▶ **AIM OF THE EXERCISE**
Look over the data below and give the number of lines containing the word "Hartriegelstraße", with no other words.

(DATA TO EXAMINE begins)

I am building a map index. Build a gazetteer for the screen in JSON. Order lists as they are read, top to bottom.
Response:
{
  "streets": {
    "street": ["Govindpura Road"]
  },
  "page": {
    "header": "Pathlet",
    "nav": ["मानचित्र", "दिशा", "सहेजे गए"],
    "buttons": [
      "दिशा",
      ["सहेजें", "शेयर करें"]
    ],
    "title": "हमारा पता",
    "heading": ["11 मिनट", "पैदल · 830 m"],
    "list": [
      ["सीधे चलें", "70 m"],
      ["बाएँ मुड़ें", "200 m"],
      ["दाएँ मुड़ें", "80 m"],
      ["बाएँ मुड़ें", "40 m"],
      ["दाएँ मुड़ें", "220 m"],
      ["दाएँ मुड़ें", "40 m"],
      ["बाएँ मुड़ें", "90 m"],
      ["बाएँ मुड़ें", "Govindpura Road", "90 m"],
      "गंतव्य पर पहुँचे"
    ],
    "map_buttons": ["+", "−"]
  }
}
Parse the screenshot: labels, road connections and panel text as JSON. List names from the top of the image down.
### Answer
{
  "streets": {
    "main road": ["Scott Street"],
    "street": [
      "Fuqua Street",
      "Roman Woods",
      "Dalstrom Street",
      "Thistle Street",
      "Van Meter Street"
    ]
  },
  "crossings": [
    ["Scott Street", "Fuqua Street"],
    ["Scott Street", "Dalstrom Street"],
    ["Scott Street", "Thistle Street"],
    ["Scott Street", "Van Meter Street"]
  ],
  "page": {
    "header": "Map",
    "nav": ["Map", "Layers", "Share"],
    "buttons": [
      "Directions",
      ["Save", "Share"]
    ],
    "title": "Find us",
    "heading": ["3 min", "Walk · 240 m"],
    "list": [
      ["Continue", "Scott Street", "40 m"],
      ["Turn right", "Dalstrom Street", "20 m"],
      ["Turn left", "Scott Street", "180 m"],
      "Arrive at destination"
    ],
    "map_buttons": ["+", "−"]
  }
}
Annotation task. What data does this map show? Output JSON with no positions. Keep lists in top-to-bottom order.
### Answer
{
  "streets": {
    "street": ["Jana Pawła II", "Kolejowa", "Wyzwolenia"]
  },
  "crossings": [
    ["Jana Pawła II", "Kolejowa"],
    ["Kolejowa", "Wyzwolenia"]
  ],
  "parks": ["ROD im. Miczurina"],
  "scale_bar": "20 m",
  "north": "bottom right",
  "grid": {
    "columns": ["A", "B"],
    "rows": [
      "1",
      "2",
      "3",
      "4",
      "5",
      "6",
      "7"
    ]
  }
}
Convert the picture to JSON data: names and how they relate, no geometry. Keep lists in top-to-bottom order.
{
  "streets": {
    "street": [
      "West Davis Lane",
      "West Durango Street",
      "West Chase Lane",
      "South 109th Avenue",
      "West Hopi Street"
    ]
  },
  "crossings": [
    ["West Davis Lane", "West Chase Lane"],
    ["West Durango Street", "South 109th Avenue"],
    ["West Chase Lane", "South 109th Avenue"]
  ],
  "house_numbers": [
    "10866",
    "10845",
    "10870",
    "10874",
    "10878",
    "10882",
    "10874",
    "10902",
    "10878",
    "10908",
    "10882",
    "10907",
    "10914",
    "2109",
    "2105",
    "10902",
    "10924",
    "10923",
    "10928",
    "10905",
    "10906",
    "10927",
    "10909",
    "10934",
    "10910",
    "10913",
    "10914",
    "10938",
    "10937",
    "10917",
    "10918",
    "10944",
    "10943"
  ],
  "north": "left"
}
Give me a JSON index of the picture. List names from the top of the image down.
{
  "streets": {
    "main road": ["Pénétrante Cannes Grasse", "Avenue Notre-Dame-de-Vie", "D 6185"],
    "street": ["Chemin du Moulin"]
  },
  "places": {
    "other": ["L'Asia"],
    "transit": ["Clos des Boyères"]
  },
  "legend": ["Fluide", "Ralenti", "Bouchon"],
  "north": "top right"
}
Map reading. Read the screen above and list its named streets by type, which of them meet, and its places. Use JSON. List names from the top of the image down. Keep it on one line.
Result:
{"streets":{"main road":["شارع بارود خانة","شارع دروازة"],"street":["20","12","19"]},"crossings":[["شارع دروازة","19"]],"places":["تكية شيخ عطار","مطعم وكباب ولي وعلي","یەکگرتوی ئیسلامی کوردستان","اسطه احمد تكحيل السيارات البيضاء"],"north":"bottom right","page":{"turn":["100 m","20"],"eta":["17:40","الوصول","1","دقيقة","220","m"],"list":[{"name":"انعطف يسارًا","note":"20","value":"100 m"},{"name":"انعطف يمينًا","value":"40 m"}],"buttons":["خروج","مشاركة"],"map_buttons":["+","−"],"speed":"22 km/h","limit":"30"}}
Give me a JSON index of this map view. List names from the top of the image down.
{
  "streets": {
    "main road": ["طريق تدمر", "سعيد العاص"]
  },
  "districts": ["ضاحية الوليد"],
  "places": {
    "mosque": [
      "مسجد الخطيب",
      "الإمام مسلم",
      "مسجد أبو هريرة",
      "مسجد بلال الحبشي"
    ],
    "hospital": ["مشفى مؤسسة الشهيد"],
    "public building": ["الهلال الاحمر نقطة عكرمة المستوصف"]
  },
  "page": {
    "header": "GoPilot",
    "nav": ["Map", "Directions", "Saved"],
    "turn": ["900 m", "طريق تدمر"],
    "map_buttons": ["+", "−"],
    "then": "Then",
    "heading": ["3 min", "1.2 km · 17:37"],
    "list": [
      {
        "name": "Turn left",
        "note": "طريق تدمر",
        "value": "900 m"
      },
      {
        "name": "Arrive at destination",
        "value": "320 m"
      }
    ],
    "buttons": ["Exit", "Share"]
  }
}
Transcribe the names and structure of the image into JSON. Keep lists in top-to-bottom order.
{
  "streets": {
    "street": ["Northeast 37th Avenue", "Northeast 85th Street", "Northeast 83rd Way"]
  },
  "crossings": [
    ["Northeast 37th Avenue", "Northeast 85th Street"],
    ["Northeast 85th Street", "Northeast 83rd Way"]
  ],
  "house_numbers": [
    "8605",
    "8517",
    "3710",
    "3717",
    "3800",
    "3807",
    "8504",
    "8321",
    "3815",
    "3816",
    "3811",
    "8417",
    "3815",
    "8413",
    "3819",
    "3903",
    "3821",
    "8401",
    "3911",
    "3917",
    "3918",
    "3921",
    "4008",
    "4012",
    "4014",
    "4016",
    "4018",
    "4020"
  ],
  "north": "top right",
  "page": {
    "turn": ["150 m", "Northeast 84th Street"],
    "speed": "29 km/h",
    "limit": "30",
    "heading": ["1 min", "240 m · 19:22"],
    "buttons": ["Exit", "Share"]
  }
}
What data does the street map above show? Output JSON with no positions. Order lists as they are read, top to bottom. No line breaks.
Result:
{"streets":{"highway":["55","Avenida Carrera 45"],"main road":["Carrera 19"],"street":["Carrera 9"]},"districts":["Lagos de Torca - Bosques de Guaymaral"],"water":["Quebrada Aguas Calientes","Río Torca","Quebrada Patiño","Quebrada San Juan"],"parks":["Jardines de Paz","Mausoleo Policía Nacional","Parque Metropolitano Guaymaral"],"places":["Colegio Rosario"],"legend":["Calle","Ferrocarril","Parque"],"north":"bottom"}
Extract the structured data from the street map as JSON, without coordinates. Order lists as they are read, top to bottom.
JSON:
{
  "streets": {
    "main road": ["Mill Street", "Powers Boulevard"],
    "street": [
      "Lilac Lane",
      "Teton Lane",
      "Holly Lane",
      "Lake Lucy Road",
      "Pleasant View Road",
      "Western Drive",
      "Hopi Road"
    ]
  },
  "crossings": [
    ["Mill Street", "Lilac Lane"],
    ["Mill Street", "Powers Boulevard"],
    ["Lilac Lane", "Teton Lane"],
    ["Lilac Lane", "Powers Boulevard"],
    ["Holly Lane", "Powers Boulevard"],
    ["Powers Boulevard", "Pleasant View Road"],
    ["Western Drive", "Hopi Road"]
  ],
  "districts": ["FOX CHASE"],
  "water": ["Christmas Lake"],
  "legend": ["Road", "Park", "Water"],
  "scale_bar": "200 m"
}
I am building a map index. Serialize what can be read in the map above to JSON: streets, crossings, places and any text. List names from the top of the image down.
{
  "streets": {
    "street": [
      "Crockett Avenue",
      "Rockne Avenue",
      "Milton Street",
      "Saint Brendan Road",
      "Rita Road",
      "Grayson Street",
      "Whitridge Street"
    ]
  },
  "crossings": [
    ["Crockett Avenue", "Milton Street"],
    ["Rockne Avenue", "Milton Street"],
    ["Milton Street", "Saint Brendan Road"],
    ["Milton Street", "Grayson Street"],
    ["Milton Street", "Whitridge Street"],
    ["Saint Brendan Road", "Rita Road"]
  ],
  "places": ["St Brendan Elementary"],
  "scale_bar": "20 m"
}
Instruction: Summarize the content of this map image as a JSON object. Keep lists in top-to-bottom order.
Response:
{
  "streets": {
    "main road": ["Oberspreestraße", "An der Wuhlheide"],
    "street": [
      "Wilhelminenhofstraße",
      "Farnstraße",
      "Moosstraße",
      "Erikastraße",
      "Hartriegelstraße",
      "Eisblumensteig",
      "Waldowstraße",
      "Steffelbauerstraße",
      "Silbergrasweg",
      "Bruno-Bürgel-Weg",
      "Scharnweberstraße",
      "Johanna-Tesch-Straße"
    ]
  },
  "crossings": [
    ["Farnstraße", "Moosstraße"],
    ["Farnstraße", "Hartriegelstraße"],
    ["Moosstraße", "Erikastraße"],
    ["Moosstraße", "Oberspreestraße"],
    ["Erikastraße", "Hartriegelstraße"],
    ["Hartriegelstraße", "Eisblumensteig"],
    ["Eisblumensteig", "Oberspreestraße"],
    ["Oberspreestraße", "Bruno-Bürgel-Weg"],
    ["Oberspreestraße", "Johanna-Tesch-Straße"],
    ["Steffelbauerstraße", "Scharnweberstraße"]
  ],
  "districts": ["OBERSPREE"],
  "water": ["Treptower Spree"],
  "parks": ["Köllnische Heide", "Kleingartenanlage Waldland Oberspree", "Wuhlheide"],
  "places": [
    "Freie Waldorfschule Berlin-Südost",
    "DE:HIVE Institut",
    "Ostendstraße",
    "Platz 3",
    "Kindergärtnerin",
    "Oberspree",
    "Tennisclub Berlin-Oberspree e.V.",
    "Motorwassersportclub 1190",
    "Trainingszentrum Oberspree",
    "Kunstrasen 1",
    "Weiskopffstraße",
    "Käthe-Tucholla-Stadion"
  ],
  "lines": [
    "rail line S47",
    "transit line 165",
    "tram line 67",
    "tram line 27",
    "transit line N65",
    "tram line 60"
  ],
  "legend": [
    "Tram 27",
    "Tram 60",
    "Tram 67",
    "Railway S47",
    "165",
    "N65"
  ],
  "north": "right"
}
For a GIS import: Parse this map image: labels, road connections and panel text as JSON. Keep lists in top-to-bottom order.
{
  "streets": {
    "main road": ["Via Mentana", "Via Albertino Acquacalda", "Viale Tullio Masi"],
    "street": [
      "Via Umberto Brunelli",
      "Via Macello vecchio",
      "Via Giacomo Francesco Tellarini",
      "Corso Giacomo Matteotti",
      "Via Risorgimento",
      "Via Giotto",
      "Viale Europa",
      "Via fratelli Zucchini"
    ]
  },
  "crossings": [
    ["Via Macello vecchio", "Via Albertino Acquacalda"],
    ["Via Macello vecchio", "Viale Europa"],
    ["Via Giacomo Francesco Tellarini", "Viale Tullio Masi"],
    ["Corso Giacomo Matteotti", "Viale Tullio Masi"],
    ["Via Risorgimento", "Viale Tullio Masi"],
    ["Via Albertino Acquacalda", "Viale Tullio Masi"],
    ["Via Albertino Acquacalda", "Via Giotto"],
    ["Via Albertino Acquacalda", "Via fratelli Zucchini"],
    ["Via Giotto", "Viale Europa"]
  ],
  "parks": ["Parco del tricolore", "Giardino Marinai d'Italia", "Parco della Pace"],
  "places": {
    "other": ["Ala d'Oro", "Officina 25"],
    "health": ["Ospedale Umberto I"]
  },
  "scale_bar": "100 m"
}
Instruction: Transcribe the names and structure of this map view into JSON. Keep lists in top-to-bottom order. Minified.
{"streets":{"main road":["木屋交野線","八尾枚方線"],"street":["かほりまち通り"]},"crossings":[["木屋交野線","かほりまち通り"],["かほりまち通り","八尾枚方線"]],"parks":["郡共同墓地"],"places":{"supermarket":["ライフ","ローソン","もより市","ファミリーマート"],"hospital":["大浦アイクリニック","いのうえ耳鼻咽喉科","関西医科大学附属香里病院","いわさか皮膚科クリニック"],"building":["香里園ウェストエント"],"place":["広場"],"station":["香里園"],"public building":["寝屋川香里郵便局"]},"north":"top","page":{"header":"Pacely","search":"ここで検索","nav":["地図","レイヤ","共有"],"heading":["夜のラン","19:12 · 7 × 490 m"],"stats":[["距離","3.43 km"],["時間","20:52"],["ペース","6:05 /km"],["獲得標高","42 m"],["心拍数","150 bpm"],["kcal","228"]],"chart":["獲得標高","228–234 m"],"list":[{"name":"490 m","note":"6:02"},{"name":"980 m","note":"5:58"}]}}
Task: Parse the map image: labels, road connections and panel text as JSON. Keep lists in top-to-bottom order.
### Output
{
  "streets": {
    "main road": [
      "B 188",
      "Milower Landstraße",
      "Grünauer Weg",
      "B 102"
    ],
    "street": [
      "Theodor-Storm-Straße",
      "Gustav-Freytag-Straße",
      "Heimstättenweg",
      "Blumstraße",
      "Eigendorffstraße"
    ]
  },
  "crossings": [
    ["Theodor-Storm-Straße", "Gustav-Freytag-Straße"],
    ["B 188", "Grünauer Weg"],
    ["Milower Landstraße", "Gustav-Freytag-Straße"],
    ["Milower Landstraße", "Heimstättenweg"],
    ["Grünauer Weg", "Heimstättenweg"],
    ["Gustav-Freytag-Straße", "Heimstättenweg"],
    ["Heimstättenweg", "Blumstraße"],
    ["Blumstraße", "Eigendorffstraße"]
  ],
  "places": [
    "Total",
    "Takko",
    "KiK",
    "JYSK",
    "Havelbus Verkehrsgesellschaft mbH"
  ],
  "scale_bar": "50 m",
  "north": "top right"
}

(DATA TO EXAMINE ends)

▶ **TASK SOLUTION**
4